Fremanezumab, erenumab, and galcanezumab are FDA-approved preventive medications for chronic migraine 1).
A meta-analysis by Deng et al. (2020) of 4,402 patients across 11 RCTs showed that anti-CGRP mAbs significantly improved the 50% responder rate and reduced monthly migraine days and acute medication use. There is broad agreement that the benefit-risk profile is superior to propranolol and topiramate 1).
Galcanezumab improved headache severity, frequency, and duration with a regimen of 240 mg subcutaneous loading dose followed by 120 mg/month for 5 months. Injection site pruritus and rash have been reported as main side effects1).
Ubrogepant is an oral acute treatment approved by the FDA in 2019. It can be used regardless of the presence of aura1). Atogepant is being developed as an oral preventive medication.

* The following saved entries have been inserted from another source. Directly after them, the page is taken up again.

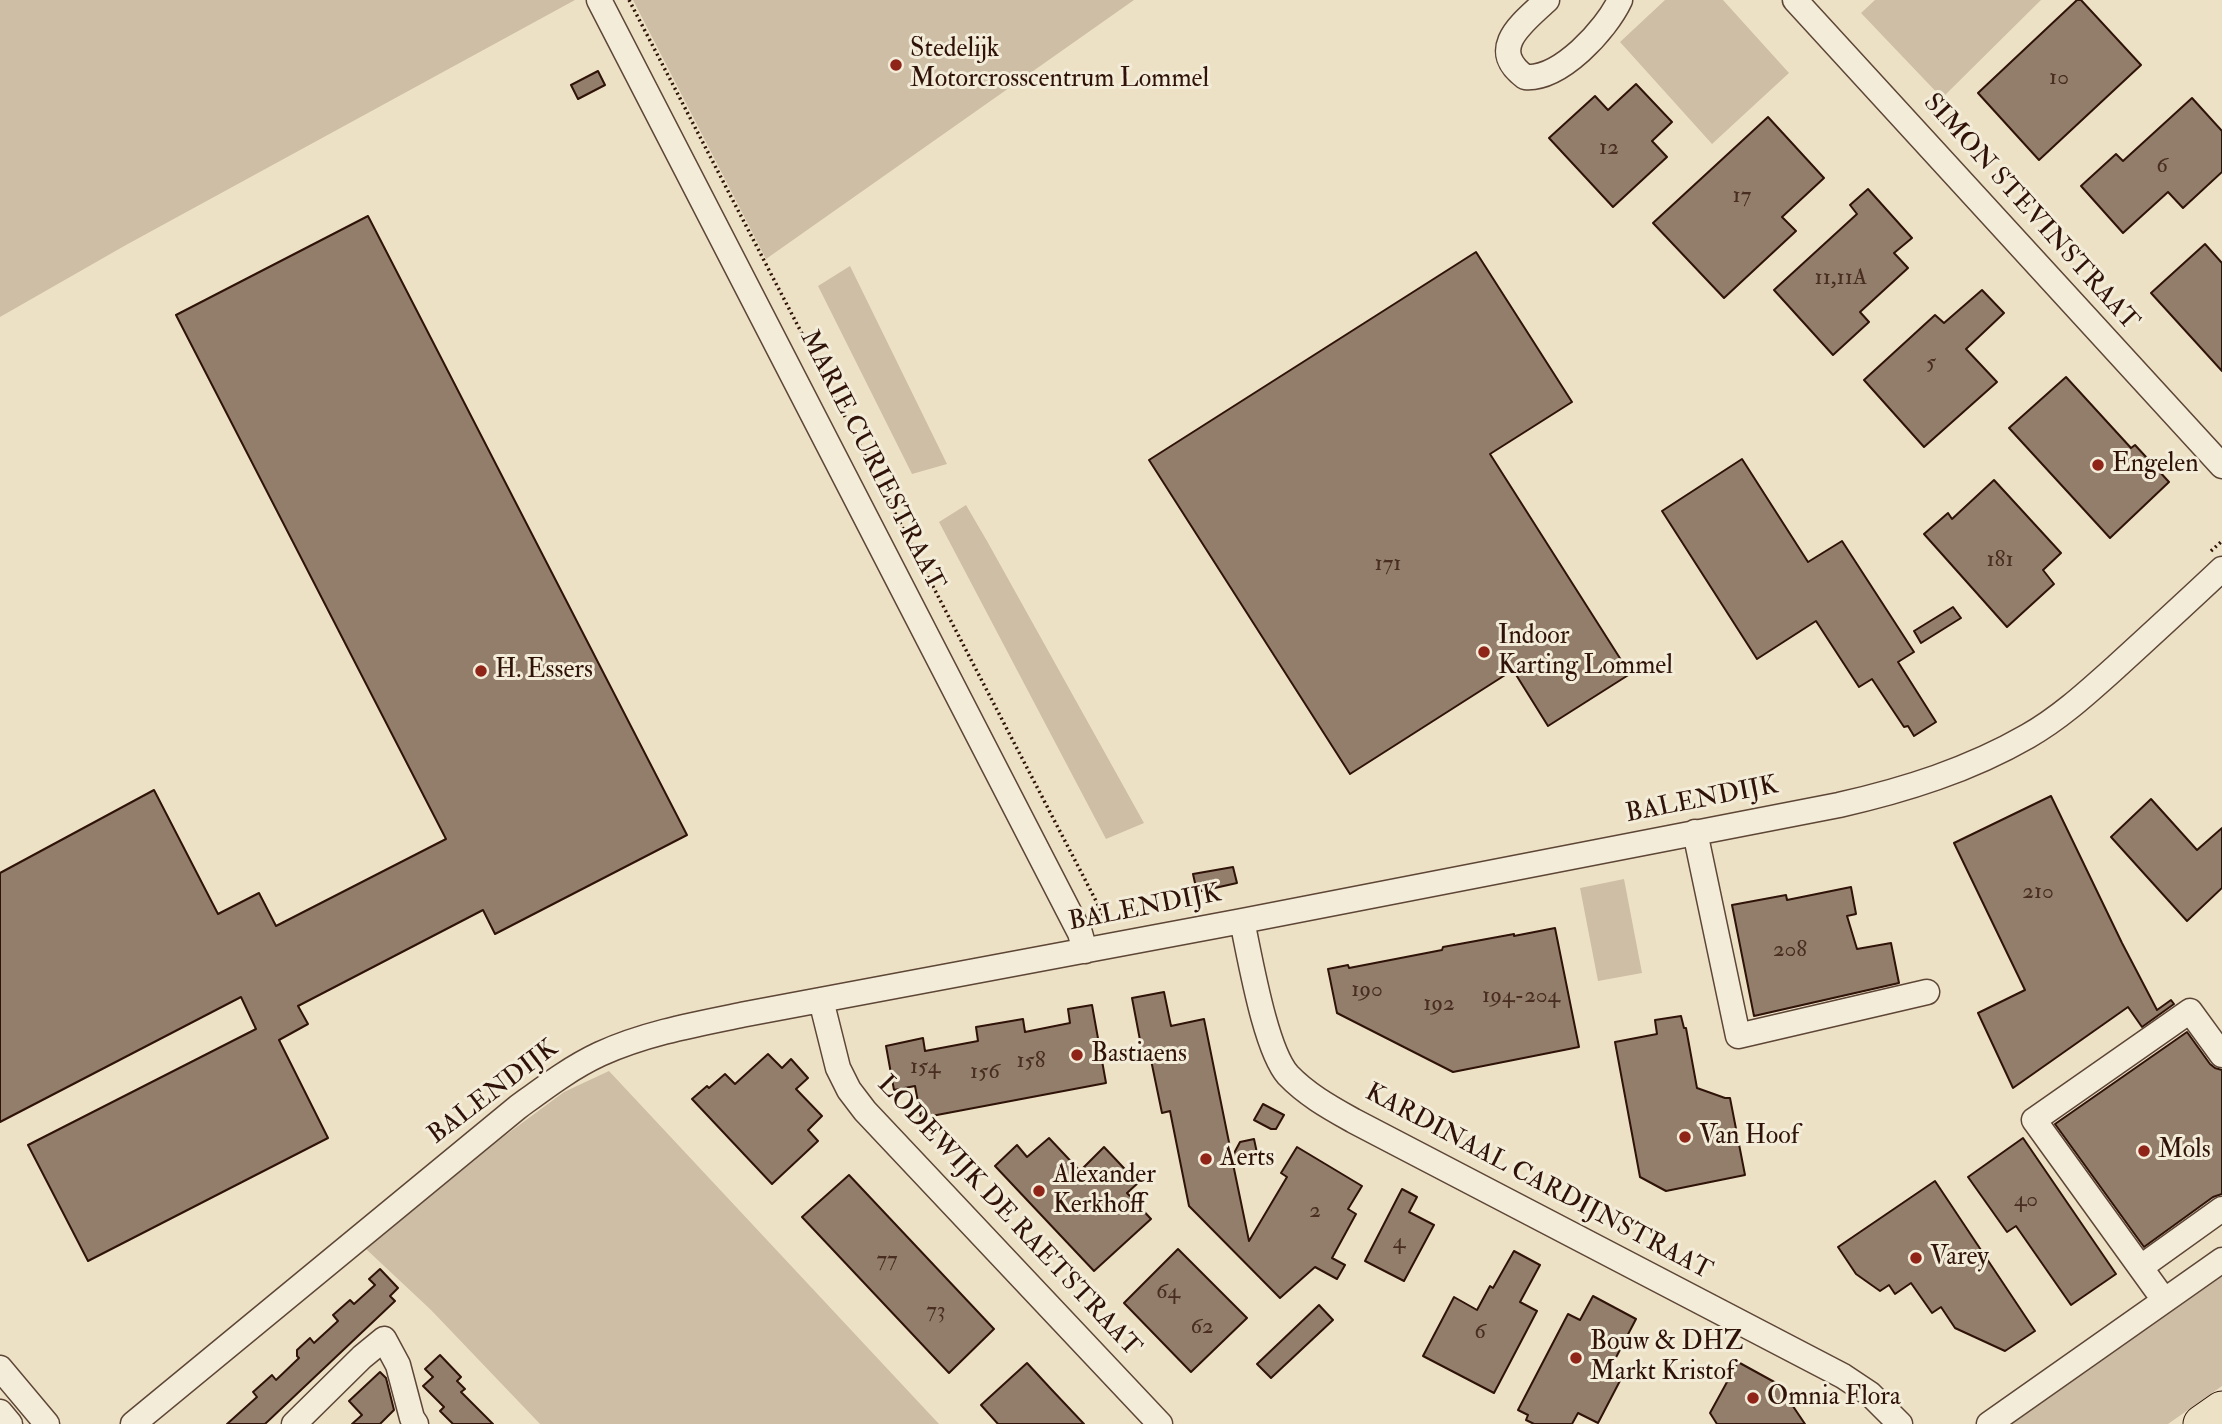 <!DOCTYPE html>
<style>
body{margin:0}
canvas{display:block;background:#ede1c5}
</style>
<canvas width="2222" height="1424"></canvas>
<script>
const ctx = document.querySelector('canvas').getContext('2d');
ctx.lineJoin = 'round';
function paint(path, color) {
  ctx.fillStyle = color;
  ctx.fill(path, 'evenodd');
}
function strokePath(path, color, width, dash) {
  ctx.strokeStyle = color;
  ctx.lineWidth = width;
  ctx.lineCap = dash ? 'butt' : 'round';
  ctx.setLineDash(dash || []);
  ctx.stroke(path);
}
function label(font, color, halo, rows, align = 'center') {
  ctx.font = font + ' "IM FELL Double Pica",serif';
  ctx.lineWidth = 6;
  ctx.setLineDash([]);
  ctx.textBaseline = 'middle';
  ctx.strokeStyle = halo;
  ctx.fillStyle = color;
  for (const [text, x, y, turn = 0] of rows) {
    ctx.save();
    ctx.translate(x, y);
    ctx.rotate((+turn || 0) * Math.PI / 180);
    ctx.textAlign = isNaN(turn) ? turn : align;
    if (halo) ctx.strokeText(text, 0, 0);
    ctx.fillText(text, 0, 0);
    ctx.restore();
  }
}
paint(new Path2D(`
 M0,0H575L126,245L0,317Z
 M633,0H1134L766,259Z
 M1665,0H1723L1789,73L1712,144L1620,42Z
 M1875,0H2041L1942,98L1861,13Z
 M850,266L947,464L912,474L818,286Z
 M966,505L987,541L1144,823L1106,839L939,522Z
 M1624,879L1642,973L1598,981L1580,888Z
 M609,1071L939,1424H540L431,1310L366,1249L503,1137L564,1092Z
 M2222,1269V1386L2168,1424H2000Z`), '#cdbea5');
const building = new Path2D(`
 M2077,0H2081L2141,65L2039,160L1978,93Z
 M598,71L605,85L578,99L571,85Z
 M1636,84L1672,122L1652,141L1667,157L1613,207L1549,138L1595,96L1608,110Z
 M2192,98L2222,131V172L2183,208L2168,192L2123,233L2081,186L2116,154L2123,161Z
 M1768,117L1824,178L1782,217L1796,231L1724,298L1653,223Z
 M1868,189L1912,238L1894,253L1908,268L1860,312L1869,322L1833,355L1774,290L1857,214L1850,205Z
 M368,216L687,835L495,934L483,910L298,1006L308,1024L279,1040L328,1138L88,1261L28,1145L256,1029L241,997L0,1122V873L154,790L218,914L259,893L276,926L446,839L176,315Z
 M2205,244L2222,263V371L2151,293Z
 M1476,252L1572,402L1490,454L1630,674L1548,726L1513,670L1350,774L1149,460Z
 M1982,290L2004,313L1966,349L1997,382L1924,447L1864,380L1935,315L1944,323Z
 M2066,377L2131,448L2135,445L2169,482L2110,538L2009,428Z
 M1742,459L1808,562L1842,541L1914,652L1898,662L1936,722L1914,736L1908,726L1904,727L1872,679L1859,687L1816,621L1757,659L1662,511Z
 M1994,480L2061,553L2043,570L2054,584L2007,627L1924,534L1948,513L1952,519Z
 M1953,607L1961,618L1921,643L1914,631Z
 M2051,796L2122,943L2157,1010L2171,1000L2174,1004L2142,1027L2128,1007L2013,1088L1978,1013L2025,990L1954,843Z
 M2151,799L2197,850L2222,828V888L2187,921L2111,837Z
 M1233,867L1237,883L1197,892L1193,874Z
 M1851,887L1856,914L1847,916L1857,949L1891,943L1899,983L1754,1016L1732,905L1786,895L1787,900Z
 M1555,928L1579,1047L1453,1072L1337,1013L1328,969L1348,965L1349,968L1442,950L1443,947L1514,934V936Z
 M1164,992L1171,1026L1204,1019L1232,1157L1240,1142L1254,1139L1257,1153L1232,1159L1249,1241L1287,1177L1281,1173L1297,1147L1362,1186L1348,1209L1356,1214L1332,1258L1345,1265L1337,1279L1315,1267L1280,1298L1189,1206L1170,1111L1162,1113L1151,1060L1144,1061L1132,998Z
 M1092,1005L1106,1083L921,1118L915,1086L894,1090L886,1046L923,1038L925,1051L978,1041L976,1027L1023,1019L1025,1032L1070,1023L1068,1009Z
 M1681,1016L1684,1028H1686L1697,1088L1725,1098H1730L1745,1175L1666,1191L1640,1177L1615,1042L1657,1034L1655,1020Z
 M2187,1032L2210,1064L2215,1068L2222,1070V1194L2213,1197L2144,1247L2055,1124Z
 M768,1054L782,1068L791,1059L808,1078L796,1089L822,1116L808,1130L818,1141L772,1184L692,1099L707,1086L709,1088L725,1074L735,1084Z
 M1263,1104L1284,1115L1276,1129H1271L1254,1120Z
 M1049,1138L1080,1171L1104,1147L1138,1183L1127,1193L1151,1219L1094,1271L995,1166L1017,1145L1027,1157Z
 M2023,1138L2116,1274L2071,1305L2016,1226L2007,1232L1968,1177Z
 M849,1175L994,1329L949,1373L802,1217Z
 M1935,1181L2035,1331L2005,1351L1955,1328L1941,1307L1932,1313L1911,1283L1895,1294L1889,1285L1880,1291L1856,1274L1838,1247Z
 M1402,1189L1417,1197L1409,1212L1434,1225L1404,1281L1365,1261Z
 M1178,1249L1247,1318L1191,1372L1124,1303Z
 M1514,1251L1540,1265L1520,1302L1537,1311L1494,1393L1423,1356L1454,1297L1477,1310L1490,1286L1493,1288Z
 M380,1269L398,1288L390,1296L395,1301L265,1424H227L257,1397L253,1392L262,1384L272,1375L276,1380L299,1358L297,1356V1350L310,1338L314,1343L338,1321L333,1315L350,1300L354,1304L375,1285L369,1279Z
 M1593,1296L1636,1319L1611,1367L1623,1375L1598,1423L1578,1413L1572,1424H1534L1526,1420L1528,1415L1518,1410L1568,1314L1580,1320Z
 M1319,1305L1333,1320L1271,1378L1257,1364Z
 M440,1355L461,1377L457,1381L465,1389L461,1392L493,1424H453L440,1411L444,1407L423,1386L433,1377L425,1369Z
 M1738,1362L1778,1384L1805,1424H1717L1710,1413Z
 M1027,1363L1051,1389L1084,1424H998L981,1405Z
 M380,1372L386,1378L394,1410L380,1424H352L362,1415L349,1401Z`);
paint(building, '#927e6a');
strokePath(building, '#2f1208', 2);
const minor = new Path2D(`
 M599,0L1080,933L1085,951
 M1547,0C1524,22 1486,48 1525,77C1560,80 1606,30 1620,0
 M1795,0L2222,466
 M1695,832L1738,1036L1927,992
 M1242,921C1250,957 1265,1049 1288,1075C1307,1095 1331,1108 1354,1121L1843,1376L1870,1394L1900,1424
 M821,1000L838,1068L849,1090L865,1111L1160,1424
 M2141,1267L2222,1209
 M2164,1300L2034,1120L2190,1011L2222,1055
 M0,1368L47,1424
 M0,1412L10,1424
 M133,1424L518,1107C544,1088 570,1068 600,1054C646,1033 697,1024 746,1014L1242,921L1839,805C1905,790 1969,770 2028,736C2061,717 2088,692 2116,667C2152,634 2187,602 2222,569
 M294,1424L362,1357L384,1339L398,1365L412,1418L416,1424
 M1989,1424L2222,1260`);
const highway = new Path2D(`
 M2202,1424L2222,1410`);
strokePath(minor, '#5e4637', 27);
strokePath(highway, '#2f1208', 39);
strokePath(new Path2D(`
 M629,0L1108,924
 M2211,551L2222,541`), '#2f1208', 3.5, [2, 3.5]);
strokePath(minor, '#f3ecd9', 24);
strokePath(highway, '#ede1c5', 37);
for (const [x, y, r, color] of [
 [896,65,7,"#8f2418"],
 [2098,465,7,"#8f2418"],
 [1484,652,7,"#8f2418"],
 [481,671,7,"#8f2418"],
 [1077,1055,7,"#8f2418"],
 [1685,1137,7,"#8f2418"],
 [2144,1151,7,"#8f2418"],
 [1206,1159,7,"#8f2418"],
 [1039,1191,7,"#8f2418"],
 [1916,1258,7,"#8f2418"],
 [1576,1358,7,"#8f2418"],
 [1753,1398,7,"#8f2418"]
]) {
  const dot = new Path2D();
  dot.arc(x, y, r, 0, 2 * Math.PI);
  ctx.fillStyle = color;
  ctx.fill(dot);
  strokePath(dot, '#f3ecd9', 2.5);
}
label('23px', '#482d20', null, [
 ["10",2059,79],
 ["12",1609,149],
 ["6",2162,167],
 ["17",1742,197],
 ["11,11A",1841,279],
 ["5",1931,364],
 ["181",2000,561],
 ["171",1388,565],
 ["210",2038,893],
 ["208",1790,951],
 ["190",1367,991],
 ["194-204",1521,997],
 ["192",1439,1005],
 ["158",1031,1062],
 ["154",925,1068],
 ["156",985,1073],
 ["40",2026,1201],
 ["2",1315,1212],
 ["4",1399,1243],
 ["77",887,1261],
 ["64",1168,1293],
 ["73",936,1312],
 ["62",1202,1328],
 ["6",1480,1333]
]);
label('26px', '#2f1208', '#f3ecd9', [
 ["Stedelijk",910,50],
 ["Motorcrosscentrum Lommel",910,80],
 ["Engelen",2112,465],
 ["Indoor",1498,637],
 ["Karting Lommel",1498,667],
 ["H. Essers",495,671],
 ["Bastiaens",1091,1055],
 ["Van Hoof",1699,1137],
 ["Mols",2158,1151],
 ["Aerts",1220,1159],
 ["Alexander",1053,1176],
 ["Kerkhoff",1053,1206],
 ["Varey",1930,1258],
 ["Bouw & DHZ",1590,1343],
 ["Markt Kristof",1590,1373],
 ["Omnia Flora",1767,1398]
], 'left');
label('26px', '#2f1208', '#f3ecd9', [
 ["SIMON STEVINSTRAAT",2030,213,48],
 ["MARIE CURIESTRAAT",871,461,63],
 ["BALENDIJK",1702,801,-11],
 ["BALENDIJK",1145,909,-11],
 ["BALENDIJK",494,1093,-37],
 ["KARDINAAL CARDIJNSTRAAT",1538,1183,28],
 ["LODEWIJK DE RAETSTRAAT",1008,1217,47]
]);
</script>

Tonabersat is a novel benzopyran compound that inhibits cortical spreading depression (CSD) by blocking glial-neuronal gap junction communication. A 39-patient RCT (Goadsby et al. 2009) showed efficacy in preventing migraine with aura, but it is not yet FDA-approved1).
Mutations in two-pore potassium channels (TREK) lead to impaired regulation of resting membrane potential and neuronal hyperexcitability. Therapeutic research targeting TREK activation and inhibition is ongoing1).